▶ [EXERCISE DATA]:
──────────────────────────────

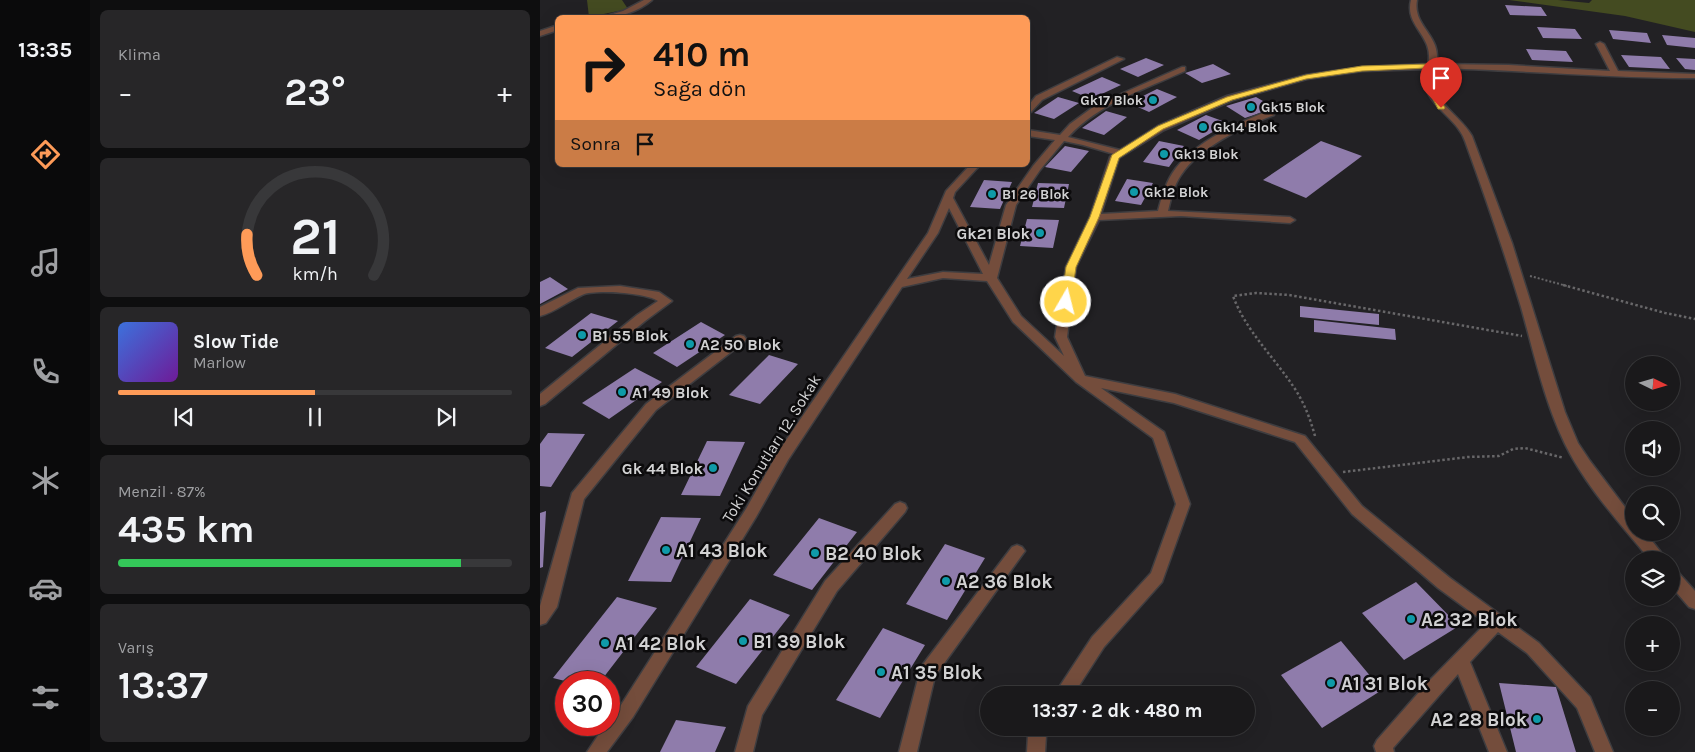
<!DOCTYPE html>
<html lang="tr">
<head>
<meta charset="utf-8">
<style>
	:root { --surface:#1a191b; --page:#272628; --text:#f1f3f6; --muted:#9fa0a3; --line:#38383a; --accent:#fe9b58 }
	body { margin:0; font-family:Karla,sans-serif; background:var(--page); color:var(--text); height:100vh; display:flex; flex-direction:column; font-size:19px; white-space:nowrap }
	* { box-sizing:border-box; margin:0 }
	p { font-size:16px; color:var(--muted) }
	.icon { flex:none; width:28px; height:28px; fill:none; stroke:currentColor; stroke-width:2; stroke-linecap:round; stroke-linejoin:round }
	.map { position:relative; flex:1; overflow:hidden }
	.drawer { display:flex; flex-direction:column; gap:10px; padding:10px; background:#0e0e0f; width:450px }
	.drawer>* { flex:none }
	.hud { position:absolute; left:15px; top:15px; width:475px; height:152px; border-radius:8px; box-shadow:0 5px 20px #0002,0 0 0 1px var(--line); background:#fe9b58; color:#111; overflow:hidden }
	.needle { width:32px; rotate:95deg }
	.controls { position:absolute; left:1085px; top:356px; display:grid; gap:10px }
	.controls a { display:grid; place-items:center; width:55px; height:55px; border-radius:50%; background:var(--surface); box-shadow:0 5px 20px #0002,0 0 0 1px var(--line); font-size:25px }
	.speed { position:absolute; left:15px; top:671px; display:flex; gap:10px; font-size:25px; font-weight:700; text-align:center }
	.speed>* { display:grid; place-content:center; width:65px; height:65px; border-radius:50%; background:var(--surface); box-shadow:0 5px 20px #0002,0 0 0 1px var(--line); line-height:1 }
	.speed .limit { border:8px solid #d22; background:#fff; color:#111 }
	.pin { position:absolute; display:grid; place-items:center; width:42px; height:42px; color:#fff; margin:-51px -21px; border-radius:50% 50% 50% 0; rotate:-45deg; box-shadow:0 0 5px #0007 }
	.pin .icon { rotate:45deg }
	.me { position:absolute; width:55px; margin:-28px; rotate:8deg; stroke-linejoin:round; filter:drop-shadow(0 0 4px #0008) }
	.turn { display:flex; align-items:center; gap:18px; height:105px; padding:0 15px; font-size:22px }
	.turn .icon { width:65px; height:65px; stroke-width:2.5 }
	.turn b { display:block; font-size:35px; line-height:42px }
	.then { display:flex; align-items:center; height:48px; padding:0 15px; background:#0003; gap:10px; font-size:19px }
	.big { font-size:38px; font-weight:700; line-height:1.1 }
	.drawer .card { flex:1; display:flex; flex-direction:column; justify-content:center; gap:8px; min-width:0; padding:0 18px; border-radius:8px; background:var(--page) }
	.drawer .dial { align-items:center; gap:0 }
	.dial svg { height:130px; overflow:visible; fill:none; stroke:var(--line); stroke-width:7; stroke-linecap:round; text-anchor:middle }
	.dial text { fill:var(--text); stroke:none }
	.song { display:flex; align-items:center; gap:15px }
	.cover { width:60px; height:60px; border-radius:8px; background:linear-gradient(135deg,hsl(220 70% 55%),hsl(280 70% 35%)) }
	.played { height:5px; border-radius:2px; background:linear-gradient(90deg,var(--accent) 50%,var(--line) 50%) }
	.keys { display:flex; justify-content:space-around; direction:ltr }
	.heat { display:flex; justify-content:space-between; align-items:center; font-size:28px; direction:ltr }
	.charge { height:8px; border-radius:4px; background:linear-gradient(90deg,#34c759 87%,var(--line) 0) }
	.trip { position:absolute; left:440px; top:686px; width:275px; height:50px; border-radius:25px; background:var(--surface); box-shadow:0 5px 20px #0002,0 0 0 1px var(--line); font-weight:700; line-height:50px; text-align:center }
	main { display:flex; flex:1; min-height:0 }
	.tab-bar { display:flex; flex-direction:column; width:90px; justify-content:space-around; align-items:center; background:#0a0a0b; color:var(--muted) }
	.tab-bar .icon { width:35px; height:35px }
	.tab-bar .active { color:var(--accent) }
	.tab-bar b { font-size:22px; color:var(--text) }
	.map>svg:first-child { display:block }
	.green { fill:#444b21 }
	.building { fill:#8f7cab }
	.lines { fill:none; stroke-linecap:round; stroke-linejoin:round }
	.minor-casing { stroke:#3e3d40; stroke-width:3 }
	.path-far1 { stroke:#686769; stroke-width:2; stroke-dasharray:2 2; stroke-linecap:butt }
	.path { stroke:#686769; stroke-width:2.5; stroke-dasharray:2.5 2.5; stroke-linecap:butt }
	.minor { fill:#744d3c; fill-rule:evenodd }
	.route { fill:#ffd54a; stroke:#a68a30 }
	.culture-dot { fill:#0f9aa8; stroke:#0c0b0c; stroke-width:2 }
	.labels { text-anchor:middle; stroke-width:5; stroke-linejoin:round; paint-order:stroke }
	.far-poi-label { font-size:14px; font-weight:bold; fill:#d2d2d3; stroke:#0c0b0c; text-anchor:start }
	.poi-label { font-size:16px; font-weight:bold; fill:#d2d2d3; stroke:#0c0b0c; text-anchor:start }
	.street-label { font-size:16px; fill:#d2d2d3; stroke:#0c0b0c }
	.near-poi-label { font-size:19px; font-weight:bold; fill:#d2d2d3; stroke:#0c0b0c; text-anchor:start }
</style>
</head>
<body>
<main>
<nav class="tab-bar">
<b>13:35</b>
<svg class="icon active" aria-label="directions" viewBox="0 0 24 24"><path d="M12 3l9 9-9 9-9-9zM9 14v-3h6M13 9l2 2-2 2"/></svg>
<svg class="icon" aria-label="music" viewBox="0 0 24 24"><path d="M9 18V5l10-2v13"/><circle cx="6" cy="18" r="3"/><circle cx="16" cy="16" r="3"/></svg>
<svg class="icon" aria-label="phone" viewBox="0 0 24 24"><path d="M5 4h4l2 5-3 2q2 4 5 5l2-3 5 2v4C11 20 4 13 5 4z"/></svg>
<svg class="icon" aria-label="climate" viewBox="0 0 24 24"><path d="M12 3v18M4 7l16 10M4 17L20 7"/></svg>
<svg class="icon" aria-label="car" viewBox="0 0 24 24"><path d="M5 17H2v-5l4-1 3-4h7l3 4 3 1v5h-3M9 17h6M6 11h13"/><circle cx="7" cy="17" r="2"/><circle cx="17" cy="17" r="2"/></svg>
<svg class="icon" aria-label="filters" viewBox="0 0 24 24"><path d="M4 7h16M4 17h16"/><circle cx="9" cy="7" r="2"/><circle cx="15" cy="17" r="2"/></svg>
</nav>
<section class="drawer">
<div class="card"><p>Klima</p>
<div class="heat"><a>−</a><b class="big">23°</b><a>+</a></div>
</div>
<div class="card dial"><svg viewBox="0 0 100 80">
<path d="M14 69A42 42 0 1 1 86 69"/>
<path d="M14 69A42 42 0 0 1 8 44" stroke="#fe9b58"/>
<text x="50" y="56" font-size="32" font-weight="700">21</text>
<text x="50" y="72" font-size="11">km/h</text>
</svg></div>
<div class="card">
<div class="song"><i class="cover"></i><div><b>Slow Tide</b><p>Marlow</p></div></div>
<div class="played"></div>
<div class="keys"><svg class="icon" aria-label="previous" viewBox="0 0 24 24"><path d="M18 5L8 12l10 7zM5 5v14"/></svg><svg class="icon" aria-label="pause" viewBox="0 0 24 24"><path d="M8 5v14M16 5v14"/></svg><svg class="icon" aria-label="next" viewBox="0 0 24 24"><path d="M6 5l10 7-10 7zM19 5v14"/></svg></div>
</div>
<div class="card"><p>Menzil · 87%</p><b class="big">435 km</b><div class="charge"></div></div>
<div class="card"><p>Varış</p><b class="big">13:37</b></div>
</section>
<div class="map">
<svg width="1155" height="752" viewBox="0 0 1155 752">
	<rect width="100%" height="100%" fill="#222124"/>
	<!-- green -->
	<path class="green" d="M 47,0 L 82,0 L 88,9 L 49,17 Z
		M 969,0 L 1018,0 L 1049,3 L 1052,0 L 1155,0 L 1155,32 L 1085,16 Z"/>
	<!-- building -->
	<path class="building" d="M 965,5 L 1001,7 L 1007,16 L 970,15 Z
		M 997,27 L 1035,29 L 1042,39 L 1003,38 Z
		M 1069,30 L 1107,33 L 1111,43 L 1073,39 Z
		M 1122,35 L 1155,38 L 1155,48 L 1127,45 Z
		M 986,49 L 1026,51 L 1033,62 L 992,60 Z
		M 1081,55 L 1121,57 L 1130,69 L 1089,67 Z
		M 606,58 L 624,65 L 598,77 L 580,69 Z
		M 1136,58 L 1155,59 L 1155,70 L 1145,69 Z
		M 673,64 L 691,74 L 662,83 L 645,73 Z
		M 562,77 L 581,85 L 551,99 L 532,91 Z
		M 617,89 L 637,97 L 609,112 L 589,103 Z
		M 518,97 L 539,103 L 514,119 L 494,113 Z
		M 716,97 L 735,108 L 705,118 L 686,106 Z
		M 566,111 L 587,117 L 564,135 L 542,128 Z
		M 666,115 L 688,123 L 659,140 L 637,130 Z
		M 619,141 L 644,146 L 629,167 L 603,162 Z
		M 781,141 L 822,156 L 766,198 L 723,180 Z
		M 525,146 L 549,151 L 531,172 L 505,167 Z
		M 587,179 L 613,183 L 601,205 L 575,201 Z
		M 444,180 L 472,182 L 460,209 L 430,207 Z
		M 498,183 L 529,184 L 524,208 L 492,207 Z
		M 487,219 L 519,220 L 513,248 L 480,246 Z
		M 10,277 L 28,289 L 0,304 L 0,282 Z
		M 760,306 L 839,314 L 839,325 L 760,317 Z
		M 51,313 L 78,321 L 32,357 L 5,348 Z
		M 774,320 L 855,329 L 856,340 L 774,332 Z
		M 161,322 L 185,335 L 137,367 L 113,353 Z
		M 229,355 L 258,364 L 220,404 L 189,395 Z
		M 95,368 L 122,382 L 69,419 L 42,403 Z
		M 8,433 L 45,434 L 11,487 L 0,486 L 0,444 Z
		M 167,441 L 205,442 L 180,496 L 141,495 Z
		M 6,511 L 3,567 L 0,568 L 0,513 Z
		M 121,517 L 161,518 L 131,582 L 88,581 Z
		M 279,518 L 317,532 L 272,590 L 233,575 Z
		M 405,544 L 445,558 L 407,620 L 366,604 Z
		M 876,582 L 919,626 L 864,660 L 822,613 Z
		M 77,597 L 117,608 L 60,682 L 29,682 L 13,678 Z
		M 210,599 L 250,615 L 196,684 L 156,667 Z
		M 343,628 L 385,645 L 340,718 L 296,700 Z
		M 801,641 L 842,690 L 782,728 L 741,675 Z
		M 959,683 L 1016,687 L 1036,752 L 976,752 Z
		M 136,720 L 186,727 L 175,752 L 120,752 Z"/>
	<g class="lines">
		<!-- minor casing -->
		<g class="minor-casing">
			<path id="minor" d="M 104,0 L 112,0 C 98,12 78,18 60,18 L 83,11 Z
				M 871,0 L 877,0 C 872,27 903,36 896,64 L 969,65 L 1070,71 L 1056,44 L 1060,42 L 1064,44 L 1078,71 L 1155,74 L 1155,78 C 1068,78 981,70 894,68 C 886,100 919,113 932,136 L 972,243 L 1025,412 L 1038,443 L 1050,461 L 1094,519 L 1094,532 L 1105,532 L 1127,560 L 1110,560 C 1080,523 1046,487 1025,444 C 1004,401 994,353 981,307 C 964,251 945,196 925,141 C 916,114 877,103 886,69 L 822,71 L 767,79 L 693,100 L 624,130 L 579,158 L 561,214 L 618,211 C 622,196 626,181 636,168 C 657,141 696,124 728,111 L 734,111 L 734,115 C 705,126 659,147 641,175 C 634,185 631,198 628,211 L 750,217 L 755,220 L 750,223 L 641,216 L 559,220 L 536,267 L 527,337 L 545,376 L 635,394 L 765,436 L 822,506 L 910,578 L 999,643 L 1050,697 L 1073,752 L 1055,752 L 1037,708 L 987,653 L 958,632 L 930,662 L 967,752 L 949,752 L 918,674 L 853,748 L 854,752 L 836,752 L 834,746 L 837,740 L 888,682 L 946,623 L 898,588 L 812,514 L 755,442 L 634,403 L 561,388 L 624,432 L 650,504 L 622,582 L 564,647 L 533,695 L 514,695 L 552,637 L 611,573 L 636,504 L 613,438 L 536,382 L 473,322 L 447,281 L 403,278 L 362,287 L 248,460 L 216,517 L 93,717 L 67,752 L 47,752 L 65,725 L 69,725 L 69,721 L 81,705 L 206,509 L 238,452 L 388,233 L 406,191 L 430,165 L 440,165 L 415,192 L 413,198 L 449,265 L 466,205 L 493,166 L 515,140 L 488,136 L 488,130 L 520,135 L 530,124 L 556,105 L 642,67 L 645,67 L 645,71 C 605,89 558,104 528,137 L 580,150 L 618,126 L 687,96 L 766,75 L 822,67 L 888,64 C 895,36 864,27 871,0 ZM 524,141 L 543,145 L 574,154 L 570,157 L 550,217 L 526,267 L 515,337 L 524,356 L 481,316 L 457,278 L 476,205 L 500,170 ZM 409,208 L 443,274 L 403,272 L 367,279 L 398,233 Z
				M 18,25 L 18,30 L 0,36 L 0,31 Z
				M 577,57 L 584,59 L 502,100 L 491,112 L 488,112 L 488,106 L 496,96 Z
				M 80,286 L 119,292 L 132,301 L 105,321 L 5,404 L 0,406 L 0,394 L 97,315 L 118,301 C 106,293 55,289 42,295 C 28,301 15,312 0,316 L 0,307 L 38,288 Z
				M 200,335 L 204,336 L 206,339 L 204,342 L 116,410 L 44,499 L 17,607 L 6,623 L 0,625 L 0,606 L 32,493 L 106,404 L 196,336 Z
				M 360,502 L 365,504 L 367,508 L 365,512 L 297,591 L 222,715 L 213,752 L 195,752 L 208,706 L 285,581 L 355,504 Z
				M 477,545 L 482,547 L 485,551 L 482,555 L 395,676 L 377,752 L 359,752 L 381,667 L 472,547 Z
				M 1131,569 L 1136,570 L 1155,591 L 1155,609 L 1149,607 L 1131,586 Z
				M 491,728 L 510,728 L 506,736 L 505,752 L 487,752 L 488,734 Z"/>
		</g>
		<!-- path-far1 -->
		<path class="path-far1" d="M 990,276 L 1027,286"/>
		<!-- path -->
		<path class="path" d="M 1023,285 L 1125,313 L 1155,319
			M 775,436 C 770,418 764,402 753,386 C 733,356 706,331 693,296 L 716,293 L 749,295 L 982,336
			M 803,472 L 928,457 L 959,456 L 973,449 L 985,448 L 1024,458"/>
		<!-- minor -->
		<use href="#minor" class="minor"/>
	</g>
	<!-- route -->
	<path class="route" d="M 890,64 L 894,66 L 891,81 L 905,108 L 904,109 L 898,109 L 884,81 L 886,68 L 822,71 L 766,79 L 692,100 L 623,129 L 579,158 L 559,217 L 536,267 L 531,302 L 526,306 L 521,302 L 526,267 L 550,217 L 572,155 L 618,126 L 687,97 L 766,75 L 822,66 Z"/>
	<!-- markers -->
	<g class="culture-dot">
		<circle cx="613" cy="100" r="5"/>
		<circle cx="711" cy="107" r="5"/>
		<circle cx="663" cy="127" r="5"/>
		<circle cx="624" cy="154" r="5"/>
		<circle cx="594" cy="192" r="5"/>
		<circle cx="452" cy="194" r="5"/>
		<circle cx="500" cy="233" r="5"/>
		<circle cx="42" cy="335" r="5"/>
		<circle cx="150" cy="344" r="5"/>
		<circle cx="82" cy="392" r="5"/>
		<circle cx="173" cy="468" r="5"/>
		<circle cx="126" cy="550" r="5"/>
		<circle cx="275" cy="553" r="5"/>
		<circle cx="406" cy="581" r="5"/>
		<circle cx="871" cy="619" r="5"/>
		<circle cx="203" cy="641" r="5"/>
		<circle cx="65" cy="643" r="5"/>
		<circle cx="341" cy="672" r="5"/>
		<circle cx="791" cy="683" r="5"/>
		<circle cx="997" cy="719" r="5"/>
	</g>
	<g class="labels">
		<!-- far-poi labels -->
		<g class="far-poi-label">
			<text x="603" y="105" text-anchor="end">Gk17 Blok</text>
			<text x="721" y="112">Gk15 Blok</text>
			<text x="673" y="132">Gk14 Blok</text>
			<text x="634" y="159">Gk13 Blok</text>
			<text x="604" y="197">Gk12 Blok</text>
			<text x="462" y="199">B1 26 Blok</text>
		</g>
		<!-- poi labels -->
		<g class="poi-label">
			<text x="490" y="239" text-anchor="end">Gk21 Blok</text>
			<text x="52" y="341">B1 55 Blok</text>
			<text x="160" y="350">A2 50 Blok</text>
			<text x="92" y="398">A1 49 Blok</text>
			<text x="163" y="474" text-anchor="end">Gk 44 Blok</text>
		</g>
		<!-- street labels -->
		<g class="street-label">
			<text transform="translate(231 448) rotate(-58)" y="6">Toki Konutları 12. Sokak</text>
		</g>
		<!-- near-poi labels -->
		<g class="near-poi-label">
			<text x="136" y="557">A1 43 Blok</text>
			<text x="285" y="560">B2 40 Blok</text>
			<text x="416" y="588">A2 36 Blok</text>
			<text x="881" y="626">A2 32 Blok</text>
			<text x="213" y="648">B1 39 Blok</text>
			<text x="75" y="650">A1 42 Blok</text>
			<text x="351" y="679">A1 35 Blok</text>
			<text x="801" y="690">A1 31 Blok</text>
			<text x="987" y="726" text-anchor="end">A2 28 Blok</text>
		</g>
	</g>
</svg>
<div class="controls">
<a><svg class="needle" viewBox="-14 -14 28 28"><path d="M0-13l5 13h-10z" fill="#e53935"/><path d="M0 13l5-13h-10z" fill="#9fa0a3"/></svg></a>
<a><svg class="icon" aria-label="sound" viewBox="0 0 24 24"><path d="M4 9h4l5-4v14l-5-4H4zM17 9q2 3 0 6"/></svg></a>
<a><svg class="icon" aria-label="search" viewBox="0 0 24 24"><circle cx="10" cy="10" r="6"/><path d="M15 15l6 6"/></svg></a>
<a><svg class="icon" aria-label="layers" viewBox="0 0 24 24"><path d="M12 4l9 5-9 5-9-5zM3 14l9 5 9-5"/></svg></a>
<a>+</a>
<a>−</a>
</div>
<div class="speed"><div class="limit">30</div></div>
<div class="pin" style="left:901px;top:108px;background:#d93025"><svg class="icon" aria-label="arrive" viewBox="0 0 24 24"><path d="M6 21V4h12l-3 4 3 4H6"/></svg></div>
<svg class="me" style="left:526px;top:302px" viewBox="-20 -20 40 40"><circle r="17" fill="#ffd54a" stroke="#fff" stroke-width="3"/><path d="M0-11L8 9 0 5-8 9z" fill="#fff"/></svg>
<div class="trip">13:37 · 2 dk · 480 m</div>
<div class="hud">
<div class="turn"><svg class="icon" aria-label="right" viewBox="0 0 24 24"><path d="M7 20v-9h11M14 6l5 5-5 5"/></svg><div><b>410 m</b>Sağa dön</div></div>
<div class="then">Sonra<svg class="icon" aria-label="arrive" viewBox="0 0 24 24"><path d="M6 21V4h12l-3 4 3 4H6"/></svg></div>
</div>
</div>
</main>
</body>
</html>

──────────────────────────────

▶ [GOAL OF THE EXERCISE]:
Print exactly the lines from the first line of the records above through the line containing "--surface:#1a191b; --page:#272628; --text:#f1f3f6;", leaving out the pictures.

▶ [SOLVED PROBLEM]:
<!DOCTYPE html>
<html lang="tr">
<head>
<meta charset="utf-8">
<style>
	:root { --surface:#1a191b; --page:#272628; --text:#f1f3f6; --muted:#9fa0a3; --line:#38383a; --accent:#fe9b58 }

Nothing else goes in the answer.